DATA RECORDS: Begin
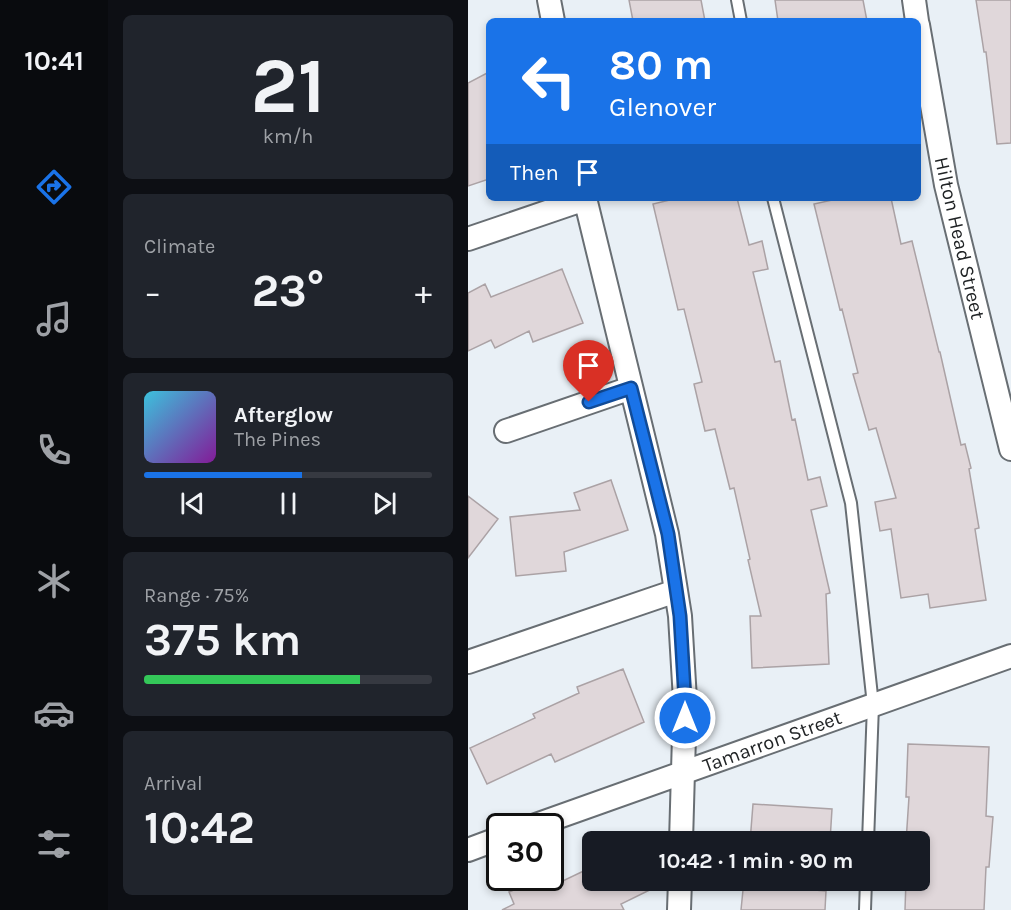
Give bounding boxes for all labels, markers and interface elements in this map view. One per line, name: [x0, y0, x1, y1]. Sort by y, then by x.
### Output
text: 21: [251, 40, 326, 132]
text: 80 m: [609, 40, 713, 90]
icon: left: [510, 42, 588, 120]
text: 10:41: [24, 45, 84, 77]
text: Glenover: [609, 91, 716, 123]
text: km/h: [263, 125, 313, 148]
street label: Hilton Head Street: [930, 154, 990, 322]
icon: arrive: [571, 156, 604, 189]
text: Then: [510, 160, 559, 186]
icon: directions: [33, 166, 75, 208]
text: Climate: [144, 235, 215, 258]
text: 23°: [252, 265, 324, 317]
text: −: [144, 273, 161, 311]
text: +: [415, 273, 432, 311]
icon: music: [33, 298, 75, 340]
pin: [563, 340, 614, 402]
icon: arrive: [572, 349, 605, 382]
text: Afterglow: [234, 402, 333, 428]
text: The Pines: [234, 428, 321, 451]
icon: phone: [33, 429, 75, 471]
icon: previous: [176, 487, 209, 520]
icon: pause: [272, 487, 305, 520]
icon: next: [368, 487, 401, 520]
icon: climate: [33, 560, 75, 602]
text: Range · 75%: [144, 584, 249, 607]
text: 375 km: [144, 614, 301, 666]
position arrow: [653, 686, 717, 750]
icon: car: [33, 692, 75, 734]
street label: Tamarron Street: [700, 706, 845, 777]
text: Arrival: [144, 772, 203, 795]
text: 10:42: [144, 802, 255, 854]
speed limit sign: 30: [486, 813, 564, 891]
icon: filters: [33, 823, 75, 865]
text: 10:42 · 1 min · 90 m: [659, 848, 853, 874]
DATA RECORDS: End
### EXERCISE DIRECTIONS
Give every record again word for word, pictures excluded.

### ANSWER BOX
Give bounding boxes for all labels, markers and interface elements in this map view. One per line, name: [x0, y0, x1, y1]. Sort by y, then by x.
### Output
text: 21: [251, 40, 326, 132]
text: 80 m: [609, 40, 713, 90]
icon: left: [510, 42, 588, 120]
text: 10:41: [24, 45, 84, 77]
text: Glenover: [609, 91, 716, 123]
text: km/h: [263, 125, 313, 148]
street label: Hilton Head Street: [930, 154, 990, 322]
icon: arrive: [571, 156, 604, 189]
text: Then: [510, 160, 559, 186]
icon: directions: [33, 166, 75, 208]
text: Climate: [144, 235, 215, 258]
text: 23°: [252, 265, 324, 317]
text: −: [144, 273, 161, 311]
text: +: [415, 273, 432, 311]
icon: music: [33, 298, 75, 340]
pin: [563, 340, 614, 402]
icon: arrive: [572, 349, 605, 382]
text: Afterglow: [234, 402, 333, 428]
text: The Pines: [234, 428, 321, 451]
icon: phone: [33, 429, 75, 471]
icon: previous: [176, 487, 209, 520]
icon: pause: [272, 487, 305, 520]
icon: next: [368, 487, 401, 520]
icon: climate: [33, 560, 75, 602]
text: Range · 75%: [144, 584, 249, 607]
text: 375 km: [144, 614, 301, 666]
position arrow: [653, 686, 717, 750]
icon: car: [33, 692, 75, 734]
street label: Tamarron Street: [700, 706, 845, 777]
text: Arrival: [144, 772, 203, 795]
text: 10:42: [144, 802, 255, 854]
speed limit sign: 30: [486, 813, 564, 891]
icon: filters: [33, 823, 75, 865]
text: 10:42 · 1 min · 90 m: [659, 848, 853, 874]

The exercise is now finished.